J.L. Bell tweeted me, “John Carnes in Adams letter was commissary for Cambridge hospital. His papa was probably Washington’s first spy inside Boston.” See Mr. Bell’s informative discussion of the curious exploits of the elder Carnes during the Siege of Boston and how it figures into George Washington’s early, and not artfully concealed, efforts to obtain intelligence information from within British occupied Boston.
‘Hymenian Affairs’ is a high sounding way, alluding to classical gods, of asking whether John Warren had married Elizabeth Collins. Samuel must have been privy to John’s intentions when both were serving as Continental Army physicians. John Warren had returned to Boston a few months prior to the writing of this letter. The tone of this letter does not presage the unhappy fate of Dr. Samuel Adams, Jr.

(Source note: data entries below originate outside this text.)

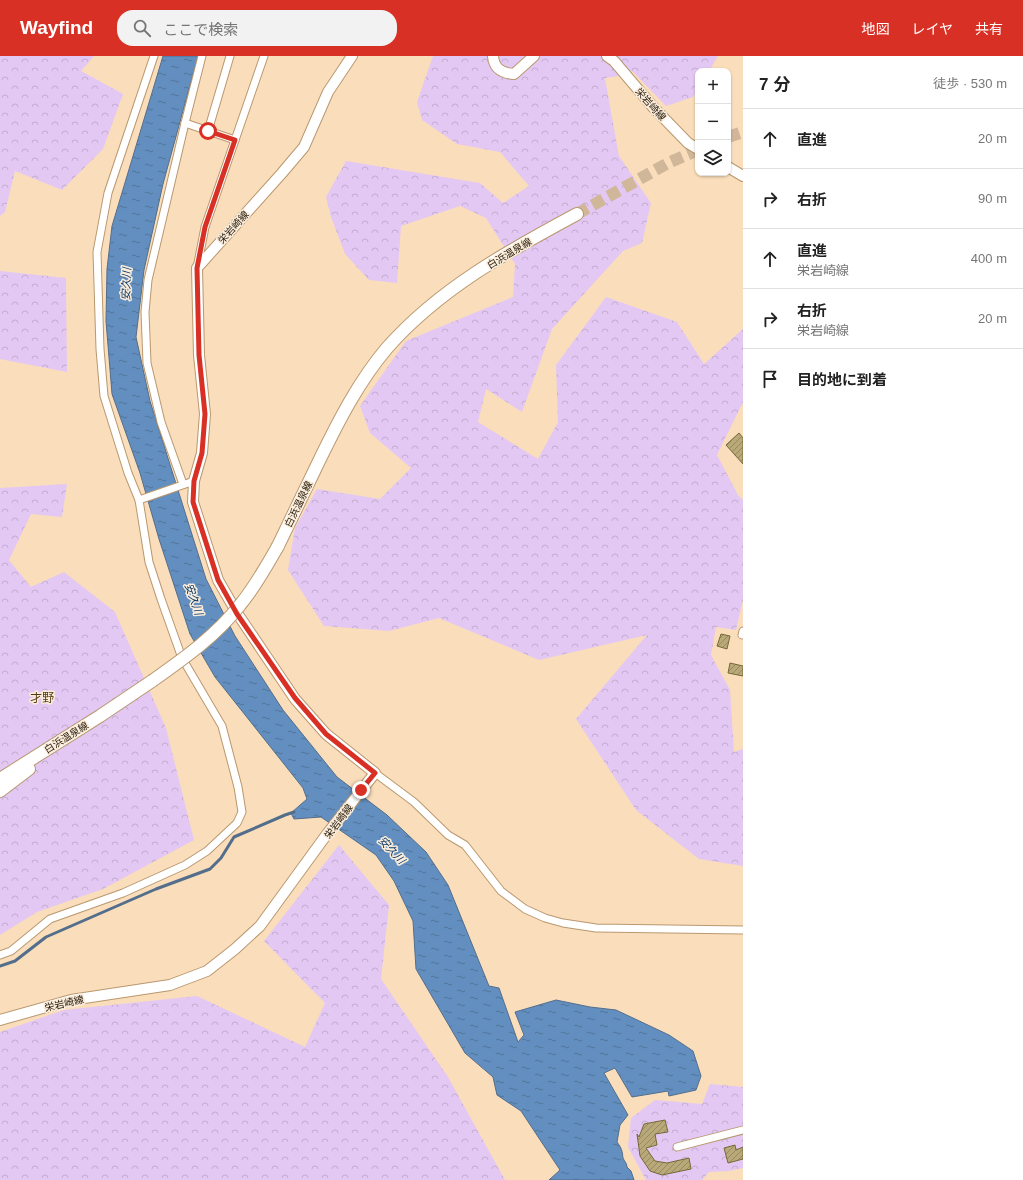 <!DOCTYPE html>
<html lang="ja">
<head>
<meta charset="utf-8">
<style>
  body { margin:0; font-family:Helvetica,"Noto Sans JP",sans-serif; background:#f2f2f2; color:#222 }
  .controls { position:absolute; right:12px; top:12px; display:grid; overflow:hidden; border-radius:8px; box-shadow:0 1px 3px #0004 }
  .controls button { width:36px; height:36px; display:grid; place-items:center; padding:0; border:0; border-bottom:1px solid #e0e0e0; background:#fff; color:#222; font:20px sans-serif }
  .stop { position:absolute; width:12px; height:12px; margin:-9px; border:3px solid #d93025; border-radius:50%; background:#fff }
  .stop.end { background:#d93025; border-color:#fff; box-shadow:0 1px 4px #0008 }
  .list { margin:0; padding:0; list-style:none }
  h2 { display:flex; justify-content:space-between; align-items:center; height:52px; margin:0; padding:0 16px; font-size:17px }
  h2 small { font-size:13px; font-weight:400; color:#767676 }
  .list li { display:grid; grid-template-columns:26px 1fr auto; gap:12px; align-items:center; box-sizing:border-box; height:60px; padding:0 16px; border-top:1px solid #e0e0e0 }
  .list b { display:block; font-size:15px; white-space:nowrap }
  .list p { margin:0; font-size:13px; white-space:nowrap; color:#767676 }
  .list em { font-size:13px; font-style:normal; color:#767676 }
  .icon { flex:none; width:22px; height:22px; fill:none; stroke:currentColor; stroke-width:2; stroke-linecap:round; stroke-linejoin:round }
  .map { position:relative; flex:none; width:743px; height:1124px; overflow:hidden }
  header { display:flex; align-items:center; gap:24px; box-sizing:border-box; height:56px; padding:0 20px; background:#d93025; color:#fff }
  header strong { font-size:19px }
  nav { display:flex; gap:22px; margin-inline-start:auto; font-size:14px }
  .search { width:280px; height:36px; background:#f2f2f2; display:flex; align-items:center; gap:10px; box-sizing:border-box; padding:0 14px; border-radius:16px; color:#767676; font-size:15px }
  main { display:flex }
  aside { flex:1; background:#fff }
  .map>svg:first-child { display:block }
</style>
</head>
<body>
<header>
<strong>Wayfind</strong>
<div class="search"><svg class="icon" aria-label="search" viewBox="0 0 24 24"><circle cx="10" cy="10" r="6"/><path d="M15 15l6 6"/></svg>ここで検索</div>
<nav><a>地図</a><a>レイヤ</a><a>共有</a></nav>
</header>
<main>
<div class="map">
<svg width="743" height="1124" viewBox="0 0 743 1124">
  <defs>
    <pattern id="forest-crowns" width="20" height="18" patternUnits="userSpaceOnUse"><rect width="20" height="18" fill="#e3c8f4"/><path d="M2 6a3 3 0 1 1 6 0M12 15a3 3 0 1 1 6 0" fill="none" stroke="#c3acd0"/></pattern>
    <pattern id="water-ripples" width="26" height="14" patternUnits="userSpaceOnUse"><rect width="26" height="14" fill="#638fc0"/><path d="M2 4q2-2 4 0t4 0M15 11q2-2 4 0t4 0" fill="none" stroke="#52749a"/></pattern>
    <pattern id="building-hatch" width="6" height="6" patternUnits="userSpaceOnUse"><rect width="6" height="6" fill="#b9a978"/><path d="M-1 1l2-2M0 6l6-6M5 7l2-2" fill="none" stroke="#978961"/></pattern>
  </defs>
  <rect width="100%" height="100%" fill="#faddbb"/>
  <!-- forest -->
  <g fill="url(#forest-crowns)">
    <polygon points="0,0 94,0 81,15 123,38 103,93 62,134 15,115 5,156 0,160"/>
    <polygon points="433,0 718,0 709,15 698,15 698,33 693,41 666,50 632,15 619,20 605,22 619,100 651,147 642,187 623,195 552,273 522,356 486,333 478,366 538,403 558,366 556,309 606,241 677,266 704,308 743,273 743,346 717,399 738,439 743,444 743,544 736,574 716,571 711,599 730,634 734,696 743,693 743,810 699,803 636,754 576,663 647,579 539,604 439,562 389,575 324,570 288,514 295,472 317,433 380,443 411,412 370,377 360,350 406,285 513,241 515,208 486,162 460,150 401,170 397,227 369,224 345,198 331,161 326,141 346,105 480,127 503,147 529,130 500,96 457,88 422,64 417,46"/>
    <polygon points="0,215 66,222 67,316 0,303"/>
    <polygon points="67,428 62,461 31,458 9,504 31,531 64,516 115,556 166,672 194,784 103,833 37,856 0,879 0,432"/>
    <polygon points="339,789 389,849 381,923 448,1021 505,1124 0,1124 0,976 64,954 197,940 305,991 325,947 264,885"/>
    <polygon points="710,1028 743,1031 743,1112 729,1115 709,1116 702,1124 646,1124 628,1091 631,1062 655,1044 702,1048"/>
  </g>
  <!-- water -->
  <path fill="url(#water-ripples)" stroke="#536e8b" d="M 163,0 L 198,0 L 163,128 L 144,214 L 136,281 L 150,345 L 206,523 L 235,580 L 283,654 L 337,721 L 387,759 L 426,796 L 448,829 L 489,930 L 499,932 L 518,986 L 524,979 L 515,956 L 556,944 L 590,951 L 616,954 L 669,979 L 693,995 L 701,1020 L 696,1034 L 669,1040 L 668,1035 L 632,1041 L 615,1012 L 604,1017 L 628,1059 L 620,1069 L 617,1086 C 622,1093 622,1094 623,1102 C 624,1105 627,1107 627,1111 L 631,1115 L 634,1124 L 549,1124 L 560,1114 L 521,1055 L 497,1039 L 493,1021 L 465,997 L 416,913 L 413,865 L 394,825 L 376,799 L 321,761 L 294,763 L 291,757 L 307,743 L 303,732 L 215,621 L 190,578 L 159,483 L 140,417 L 112,338 L 106,265 L 107,213 L 112,170 Z"/>
  <g fill="none" stroke-linecap="round" stroke-linejoin="round">
    <!-- stream -->
    <polyline stroke="#536e8b" stroke-width="3" points="0,910 15,905 46,881 156,833 210,813 221,802 234,781 285,759 294,756"/>
  </g>
  <!-- building -->
  <g fill="url(#building-hatch)" stroke="#776839">
    <polygon points="739,377 743,382 743,408 726,389"/>
    <polygon points="721,578 730,580 727,593 717,590"/>
    <polygon points="730,607 743,610 743,620 728,617"/>
    <polygon points="665,1064 668,1076 655,1078 657,1089 646,1092 655,1105 667,1107 689,1102 691,1113 662,1119 650,1115 640,1100 637,1078 639,1081 644,1068"/>
    <polygon points="735,1089 736,1094 743,1091 743,1103 728,1107 724,1092"/>
  </g>
  <g fill="none" stroke-linecap="round" stroke-linejoin="round">
    <!-- primary-tunnel -->
    <g stroke="#d1b799" stroke-width="12" stroke-dasharray="12 6" stroke-linecap="butt">
      <polyline points="728,81 743,76"/>
      <polyline points="577,158 668,107 698,94"/>
    </g>
    <defs>
      <g id="minor">
        <polyline points="185,67 235,84"/>
        <polyline points="208,75 230,0"/>
        <polyline points="197,212 205,171 264,0"/>
        <polyline points="183,428 161,366 147,307 145,256 148,224 185,67 202,0"/>
        <polyline points="139,444 194,425"/>
        <polyline points="742,579 743,575"/>
        <polyline points="375,717 414,746 448,779 465,789 501,835 525,853 545,862 563,867 596,872 743,874"/>
        <polyline points="0,899 11,895 50,863 123,837 185,809 207,795 237,767 242,756 238,731 222,670 182,602 161,543 149,506 139,444 128,417 104,340 100,293 97,196 108,137 154,0"/>
        <polyline points="677,1091 743,1074"/>
      </g>
      <g id="secondary">
        <path d="M 493,0 C 494,13 502,17 514,18 L 534,0"/>
        <polyline points="607,0 614,5 653,51 688,87 698,93"/>
        <polyline points="728,111 743,120"/>
        <polyline points="0,964 71,944 170,929 207,915 235,893 260,870 327,778 375,717 326,678 295,643 237,557 218,524 193,446 194,425 202,397 205,358 199,299 197,212 282,117 304,91 328,36 352,0"/>
      </g>
      <g id="primary">
        <path d="M 278,490 C 292,461 306,432 320,403 C 339,364 359,325 387,292 C 439,233 508,195 577,158"/>
        <polyline points="0,723 100,660 152,625"/>
        <polyline points="0,735 29,713"/>
      </g>
    </defs>
    <!-- minor casing -->
    <use href="#minor" stroke="#b9986f" stroke-width="9"/>
    <!-- secondary casing -->
    <use href="#secondary" stroke="#b9986f" stroke-width="12"/>
    <!-- primary casing -->
    <use href="#primary" stroke="#b9986f" stroke-width="14"/>
    <!-- minor -->
    <use href="#minor" stroke="#fff" stroke-width="7"/>
    <!-- secondary -->
    <use href="#secondary" stroke="#fff" stroke-width="10"/>
    <!-- primary -->
    <use href="#primary" stroke="#fff" stroke-width="12"/>
    <defs>
      <path id="primary-bridge" d="M 152,625 C 183,603 216,580 240,549 C 255,531 266,511 278,490"/>
    </defs>
    <!-- primary-bridge casing -->
    <use href="#primary-bridge" stroke="#b9986f" stroke-width="14" stroke-linecap="butt"/>
    <!-- primary-bridge -->
    <use href="#primary-bridge" stroke="#fff" stroke-width="12"/>
  </g>
  <g fill="none" stroke-linecap="round" stroke-linejoin="round">
    <!-- route -->
    <polyline stroke="#d93025" stroke-width="5" points="208,75 235,84 205,171 197,212 199,299 205,358 202,397 194,425 193,446 218,524 237,558 295,642 326,678 375,717 361,734"/>
  </g>
  <g text-anchor="middle" stroke-width="3" stroke-linejoin="round" paint-order="stroke">
    <!-- street labels -->
    <g font-size="10" fill="#2d200f" stroke="#fbeddc">
      <text transform="translate(651 48) rotate(48)" y="4">栄岩崎線</text>
      <text transform="translate(233 171) rotate(-48)" y="4">栄岩崎線</text>
      <text transform="translate(509 197) rotate(-31)" y="4">白浜温泉線</text>
      <text transform="translate(298 448) rotate(-64)" y="4">白浜温泉線</text>
      <text transform="translate(66 681) rotate(-32)" y="4">白浜温泉線</text>
      <text transform="translate(338 765) rotate(-53)" y="4">栄岩崎線</text>
      <text transform="translate(64 947) rotate(-13)" y="4">栄岩崎線</text>
    </g>
    <!-- water labels -->
    <g font-size="11" font-style="italic" fill="#0a3b69" stroke="#fbeddc">
      <text transform="translate(126 228) rotate(-88)" y="4">安久川</text>
      <text transform="translate(194 543) rotate(71)" y="4">安久川</text>
      <text transform="translate(392 794) rotate(47)" y="4">安久川</text>
    </g>
    <!-- quarter labels -->
    <g font-size="12" fill="#55380f" stroke="#fbeddc">
      <text x="42" y="646">才野</text>
    </g>
  </g>
</svg>
<div class="controls">
<button>+</button>
<button>−</button>
<button><svg class="icon" aria-label="layers" viewBox="0 0 24 24"><path d="M12 4l9 5-9 5-9-5zM3 14l9 5 9-5"/></svg></button>
</div>
<div class="stop" style="left:208px;top:75px"></div>
<div class="stop end" style="left:361px;top:734px"></div>
</div>
<aside>
<h2>7 分<small>徒歩 · 530 m</small></h2>
<ul class="list">
<li><svg class="icon" aria-label="ahead" viewBox="0 0 24 24"><path d="M12 20V5M6 11l6-6 6 6"/></svg><div><b>直進</b></div><em>20 m</em></li>
<li><svg class="icon" aria-label="right" viewBox="0 0 24 24"><path d="M7 20v-9h11M14 6l5 5-5 5"/></svg><div><b>右折</b></div><em>90 m</em></li>
<li><svg class="icon" aria-label="ahead" viewBox="0 0 24 24"><path d="M12 20V5M6 11l6-6 6 6"/></svg><div><b>直進</b><p>栄岩崎線</p></div><em>400 m</em></li>
<li><svg class="icon" aria-label="right" viewBox="0 0 24 24"><path d="M7 20v-9h11M14 6l5 5-5 5"/></svg><div><b>右折</b><p>栄岩崎線</p></div><em>20 m</em></li>
<li><svg class="icon" aria-label="arrive" viewBox="0 0 24 24"><path d="M6 21V4h12l-3 4 3 4H6"/></svg><div><b>目的地に到着</b></div></li>
</ul>
</aside>
</main>
</body>
</html>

The Life of John Warren, MD, otherwise a good source on Warren and his associates, erroneously states that the younger Adams died of a scrofulous disease on January 7, 1778. In fact, Samuel Adams, Jr. passed away on January 17, 1788, one week into the United Sates Constitutional Convention. Samuel Adams, Sr. was relatively quiet during those proceedings. While he had political reasons to do so, the death of his only son at age 37 after a long illness may have contributed to his subdued appearance at the foundational convention. Ironically, his son left father and mother certificates based on Revolutionary War service as a Continental physician. By the 1790s these had appreciated in value to $12,000, a large sum in that era. The amount conferred an unaccustomed financial security to the elder Samuel Adams late in life.